Hyde Park Farmhouse / Studio Lotus
Hyde Park Farmhouse / Studio Lotus
Text description provided by the architects. City dwellers in India’s metropolitan centres have been escaping to the relatively quieter, leafier suburbs in droves to spend weekends, away from maddening crowds, jam-packed streets, and air pollution. Serving as a portal to a better quality of life, suburban neighbourhoods are witnessing the proliferation of private farmhouses and bungalows where residents can spend time with their families, entertain guests, and reconnect with nature.
The Earth and Glass House, located in suburban New Delhi, is designed as a weekend retreat for a family looking to host friends and relatives to decompress from the chaos of big city living. Situated on a two-acre rectangular plot with one half reserved for hosting events, the house is surrounded by farmlands on three sides and a dense urban settlement on its eastern edge. The clients had a fifteen-metre-high compound wall constructed along this fringe to ensure privacy and security. Creating a landscaped zone along this wall as a buffer to the development became a starting point for initiating the design scheme.
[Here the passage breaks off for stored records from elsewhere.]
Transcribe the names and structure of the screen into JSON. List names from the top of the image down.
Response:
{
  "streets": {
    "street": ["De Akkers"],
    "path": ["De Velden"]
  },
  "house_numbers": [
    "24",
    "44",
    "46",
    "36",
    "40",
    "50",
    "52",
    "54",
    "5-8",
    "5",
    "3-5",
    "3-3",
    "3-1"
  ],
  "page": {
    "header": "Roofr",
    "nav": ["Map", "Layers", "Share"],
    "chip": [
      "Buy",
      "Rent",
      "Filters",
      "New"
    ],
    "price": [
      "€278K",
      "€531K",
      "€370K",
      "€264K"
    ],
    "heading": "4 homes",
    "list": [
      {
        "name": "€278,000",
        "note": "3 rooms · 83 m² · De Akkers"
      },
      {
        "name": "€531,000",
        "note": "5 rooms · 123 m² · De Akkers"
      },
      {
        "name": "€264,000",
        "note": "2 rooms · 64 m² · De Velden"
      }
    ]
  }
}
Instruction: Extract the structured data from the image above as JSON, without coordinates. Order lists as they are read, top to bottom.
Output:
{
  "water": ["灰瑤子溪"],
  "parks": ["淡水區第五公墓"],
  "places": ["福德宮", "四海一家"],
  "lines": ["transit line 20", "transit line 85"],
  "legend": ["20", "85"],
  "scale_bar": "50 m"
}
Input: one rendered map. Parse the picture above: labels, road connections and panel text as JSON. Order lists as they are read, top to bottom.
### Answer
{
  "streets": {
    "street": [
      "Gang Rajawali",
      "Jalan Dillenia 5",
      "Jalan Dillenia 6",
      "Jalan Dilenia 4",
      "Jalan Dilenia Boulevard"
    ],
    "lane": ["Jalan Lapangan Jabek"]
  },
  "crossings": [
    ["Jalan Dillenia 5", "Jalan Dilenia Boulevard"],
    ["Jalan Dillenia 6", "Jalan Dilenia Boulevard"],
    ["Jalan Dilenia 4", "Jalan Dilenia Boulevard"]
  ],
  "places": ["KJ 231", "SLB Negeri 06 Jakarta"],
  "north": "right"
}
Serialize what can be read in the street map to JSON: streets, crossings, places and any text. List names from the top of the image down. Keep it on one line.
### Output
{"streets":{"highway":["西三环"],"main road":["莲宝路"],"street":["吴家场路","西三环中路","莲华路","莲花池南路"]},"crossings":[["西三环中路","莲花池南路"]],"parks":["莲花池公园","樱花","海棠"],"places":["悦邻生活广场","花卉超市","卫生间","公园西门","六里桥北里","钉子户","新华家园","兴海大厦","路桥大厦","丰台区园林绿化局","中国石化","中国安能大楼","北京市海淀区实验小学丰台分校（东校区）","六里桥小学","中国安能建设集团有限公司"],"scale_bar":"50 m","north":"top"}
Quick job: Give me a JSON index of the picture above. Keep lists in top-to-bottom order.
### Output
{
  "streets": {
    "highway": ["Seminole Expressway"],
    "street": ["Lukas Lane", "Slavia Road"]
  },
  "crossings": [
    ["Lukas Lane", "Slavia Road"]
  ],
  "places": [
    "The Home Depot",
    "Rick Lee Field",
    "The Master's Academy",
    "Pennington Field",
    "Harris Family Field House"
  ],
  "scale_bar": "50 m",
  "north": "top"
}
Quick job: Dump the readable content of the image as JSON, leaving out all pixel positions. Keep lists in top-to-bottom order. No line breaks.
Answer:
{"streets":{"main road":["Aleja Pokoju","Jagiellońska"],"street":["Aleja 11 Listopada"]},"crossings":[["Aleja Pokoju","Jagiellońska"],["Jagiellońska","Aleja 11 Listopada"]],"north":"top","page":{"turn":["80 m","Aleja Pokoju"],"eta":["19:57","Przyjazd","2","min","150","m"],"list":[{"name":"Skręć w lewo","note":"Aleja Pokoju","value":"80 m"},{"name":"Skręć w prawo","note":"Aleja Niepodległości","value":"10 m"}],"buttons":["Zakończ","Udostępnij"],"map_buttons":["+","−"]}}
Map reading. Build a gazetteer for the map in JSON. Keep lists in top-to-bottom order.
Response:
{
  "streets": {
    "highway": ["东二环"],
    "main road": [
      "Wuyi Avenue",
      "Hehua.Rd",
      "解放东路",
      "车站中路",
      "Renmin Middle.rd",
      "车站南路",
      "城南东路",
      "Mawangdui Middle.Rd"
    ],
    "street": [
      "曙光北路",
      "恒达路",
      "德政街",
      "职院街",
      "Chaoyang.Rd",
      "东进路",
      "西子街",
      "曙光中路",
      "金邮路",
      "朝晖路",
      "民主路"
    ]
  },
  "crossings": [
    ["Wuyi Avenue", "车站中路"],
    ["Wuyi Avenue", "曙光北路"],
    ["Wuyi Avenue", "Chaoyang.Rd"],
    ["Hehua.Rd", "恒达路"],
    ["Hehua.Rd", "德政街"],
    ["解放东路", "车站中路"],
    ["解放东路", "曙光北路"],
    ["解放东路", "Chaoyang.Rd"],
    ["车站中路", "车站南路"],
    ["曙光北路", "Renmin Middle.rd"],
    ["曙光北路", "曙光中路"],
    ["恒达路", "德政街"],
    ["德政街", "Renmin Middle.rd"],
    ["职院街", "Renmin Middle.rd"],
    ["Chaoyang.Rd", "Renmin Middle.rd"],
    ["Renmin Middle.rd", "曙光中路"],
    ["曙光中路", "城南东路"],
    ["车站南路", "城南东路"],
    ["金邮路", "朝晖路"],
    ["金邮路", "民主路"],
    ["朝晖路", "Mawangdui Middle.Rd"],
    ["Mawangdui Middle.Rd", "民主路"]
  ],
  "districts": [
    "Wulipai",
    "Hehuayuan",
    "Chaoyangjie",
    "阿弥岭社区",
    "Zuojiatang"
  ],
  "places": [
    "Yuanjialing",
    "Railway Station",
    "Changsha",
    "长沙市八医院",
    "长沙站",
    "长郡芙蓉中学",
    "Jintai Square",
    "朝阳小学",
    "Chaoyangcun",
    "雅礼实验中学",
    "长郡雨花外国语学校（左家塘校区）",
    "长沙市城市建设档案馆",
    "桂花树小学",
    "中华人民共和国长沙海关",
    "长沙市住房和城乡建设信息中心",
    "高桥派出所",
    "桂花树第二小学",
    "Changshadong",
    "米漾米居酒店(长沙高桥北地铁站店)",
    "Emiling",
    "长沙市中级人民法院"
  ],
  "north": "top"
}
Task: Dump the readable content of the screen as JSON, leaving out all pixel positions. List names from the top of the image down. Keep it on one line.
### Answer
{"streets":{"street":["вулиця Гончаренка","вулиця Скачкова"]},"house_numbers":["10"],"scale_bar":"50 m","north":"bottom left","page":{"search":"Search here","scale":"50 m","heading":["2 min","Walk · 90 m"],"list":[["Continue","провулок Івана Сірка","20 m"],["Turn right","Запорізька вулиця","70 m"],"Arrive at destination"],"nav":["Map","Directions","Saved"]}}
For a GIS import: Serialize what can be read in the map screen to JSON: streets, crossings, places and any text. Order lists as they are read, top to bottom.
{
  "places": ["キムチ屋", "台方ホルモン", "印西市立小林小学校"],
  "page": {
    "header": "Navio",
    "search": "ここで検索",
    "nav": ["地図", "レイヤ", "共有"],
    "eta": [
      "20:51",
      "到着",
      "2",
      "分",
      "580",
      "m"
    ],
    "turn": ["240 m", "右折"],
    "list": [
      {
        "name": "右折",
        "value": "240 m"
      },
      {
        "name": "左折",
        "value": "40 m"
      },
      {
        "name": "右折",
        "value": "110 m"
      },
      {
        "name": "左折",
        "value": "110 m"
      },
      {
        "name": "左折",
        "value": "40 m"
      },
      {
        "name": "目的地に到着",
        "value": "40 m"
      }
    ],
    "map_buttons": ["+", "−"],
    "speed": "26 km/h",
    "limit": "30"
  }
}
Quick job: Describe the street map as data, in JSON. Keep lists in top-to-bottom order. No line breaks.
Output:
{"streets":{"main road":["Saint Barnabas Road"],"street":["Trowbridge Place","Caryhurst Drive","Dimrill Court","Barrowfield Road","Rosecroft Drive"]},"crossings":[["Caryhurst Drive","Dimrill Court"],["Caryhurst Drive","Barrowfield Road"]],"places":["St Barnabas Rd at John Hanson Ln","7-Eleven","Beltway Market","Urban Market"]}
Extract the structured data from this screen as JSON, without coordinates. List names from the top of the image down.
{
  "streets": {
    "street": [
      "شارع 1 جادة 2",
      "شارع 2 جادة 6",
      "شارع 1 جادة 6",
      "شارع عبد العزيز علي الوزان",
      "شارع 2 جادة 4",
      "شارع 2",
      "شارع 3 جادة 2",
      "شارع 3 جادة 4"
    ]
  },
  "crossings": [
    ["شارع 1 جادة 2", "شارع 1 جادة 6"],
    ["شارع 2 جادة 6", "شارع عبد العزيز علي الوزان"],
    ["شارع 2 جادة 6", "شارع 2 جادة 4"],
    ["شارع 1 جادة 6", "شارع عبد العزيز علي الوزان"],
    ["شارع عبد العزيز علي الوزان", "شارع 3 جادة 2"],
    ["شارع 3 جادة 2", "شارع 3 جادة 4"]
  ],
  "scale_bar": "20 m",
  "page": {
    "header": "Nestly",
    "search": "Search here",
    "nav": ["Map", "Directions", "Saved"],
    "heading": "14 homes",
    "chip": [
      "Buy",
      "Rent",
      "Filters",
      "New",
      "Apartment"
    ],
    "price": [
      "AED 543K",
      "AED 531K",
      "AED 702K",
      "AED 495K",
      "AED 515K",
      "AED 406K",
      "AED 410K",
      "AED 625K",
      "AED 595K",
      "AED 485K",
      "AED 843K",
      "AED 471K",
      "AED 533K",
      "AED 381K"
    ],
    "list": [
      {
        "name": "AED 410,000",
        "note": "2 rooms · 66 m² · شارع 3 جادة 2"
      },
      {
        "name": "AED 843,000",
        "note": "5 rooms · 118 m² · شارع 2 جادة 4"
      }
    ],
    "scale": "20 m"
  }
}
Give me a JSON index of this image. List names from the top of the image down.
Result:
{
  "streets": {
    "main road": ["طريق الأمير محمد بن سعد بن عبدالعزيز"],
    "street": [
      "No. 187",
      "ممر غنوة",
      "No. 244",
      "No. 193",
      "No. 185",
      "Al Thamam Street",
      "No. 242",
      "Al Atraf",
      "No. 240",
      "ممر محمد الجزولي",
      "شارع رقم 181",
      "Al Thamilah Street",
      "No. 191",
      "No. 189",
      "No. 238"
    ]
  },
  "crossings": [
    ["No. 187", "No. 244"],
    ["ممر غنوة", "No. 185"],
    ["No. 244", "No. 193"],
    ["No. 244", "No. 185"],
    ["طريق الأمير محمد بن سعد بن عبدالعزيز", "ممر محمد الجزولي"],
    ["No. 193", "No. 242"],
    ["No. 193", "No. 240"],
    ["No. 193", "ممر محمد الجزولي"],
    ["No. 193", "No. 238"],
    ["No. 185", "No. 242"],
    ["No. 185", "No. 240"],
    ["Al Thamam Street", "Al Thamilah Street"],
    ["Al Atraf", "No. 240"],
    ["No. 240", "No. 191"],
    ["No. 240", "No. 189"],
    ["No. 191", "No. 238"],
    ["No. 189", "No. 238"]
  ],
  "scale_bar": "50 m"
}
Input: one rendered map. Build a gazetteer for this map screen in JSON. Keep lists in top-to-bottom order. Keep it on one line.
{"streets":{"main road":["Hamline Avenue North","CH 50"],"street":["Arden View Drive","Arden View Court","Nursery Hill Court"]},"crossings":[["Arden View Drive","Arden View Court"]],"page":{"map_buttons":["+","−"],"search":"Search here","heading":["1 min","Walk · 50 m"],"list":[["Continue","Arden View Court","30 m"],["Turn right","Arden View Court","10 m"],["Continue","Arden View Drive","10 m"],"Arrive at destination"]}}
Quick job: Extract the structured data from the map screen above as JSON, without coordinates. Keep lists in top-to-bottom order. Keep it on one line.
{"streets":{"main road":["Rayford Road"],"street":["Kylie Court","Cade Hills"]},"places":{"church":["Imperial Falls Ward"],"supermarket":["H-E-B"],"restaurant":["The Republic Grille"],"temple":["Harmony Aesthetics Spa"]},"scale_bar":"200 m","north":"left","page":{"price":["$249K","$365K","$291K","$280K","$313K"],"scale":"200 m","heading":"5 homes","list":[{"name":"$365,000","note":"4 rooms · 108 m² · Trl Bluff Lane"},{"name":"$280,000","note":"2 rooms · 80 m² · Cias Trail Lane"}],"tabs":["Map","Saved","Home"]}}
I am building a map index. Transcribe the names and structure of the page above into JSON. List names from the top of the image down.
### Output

Envisioned to provide a framework that would accommodate multiple recreational functions, this landscaped zone serves as an extension to the living area. A secondary rammed earth wall used from soil excavated during construction forms a continuous backdrop to the swimming pool. Covered walkways assembled using a grid of light metalwork, interspersed with silver oak trees retained along the site periphery are designed to further add a layer of landscape and privacy. The metal armature allows for diverse recreational activities. These include a DJ deck, a small pool house and a treehouse-like machan. The resultant interstitial space is designed to house vines, creepers and plants in irrigated troughs along the gridwork to create a dense mesh of vegetation.
The site zoning is derived from the principles of Vastu. To let in the south sun and bring the outdoors in, the design team scooped out a winter court, opening the living area to the landscape, facilitating a seamless line of sight—from the winter court to the lawns on the north. The private spaces flank the living room, and are connected by a terrace garden and a shaded bridge on the upper level. The house brings together three construction systems: load-bearing walls made of rammed earth, a mild steel framework, and exposed RCC slabs. A key design challenge was to develop the requisite joinery and junction details to cohesively unite these three distinct structural systems.
A driveway leads visitors to the entrance porch, shaded by a ten-metre long cantilevered volume resting on a load-bearing rammed earth wall and a pair of V-shaped columns. The entryway is marked by a double-height, sky-lit court within which sits a staircase that establishes a visual and spatial connection between the shared and the private spaces. Its brass railing emulates twigs and branches of the nearby trees as a nod to nature. An installation resembling a curved timber door mimics the form of the staircase; together, the ensemble injects the space with a sculptural presence.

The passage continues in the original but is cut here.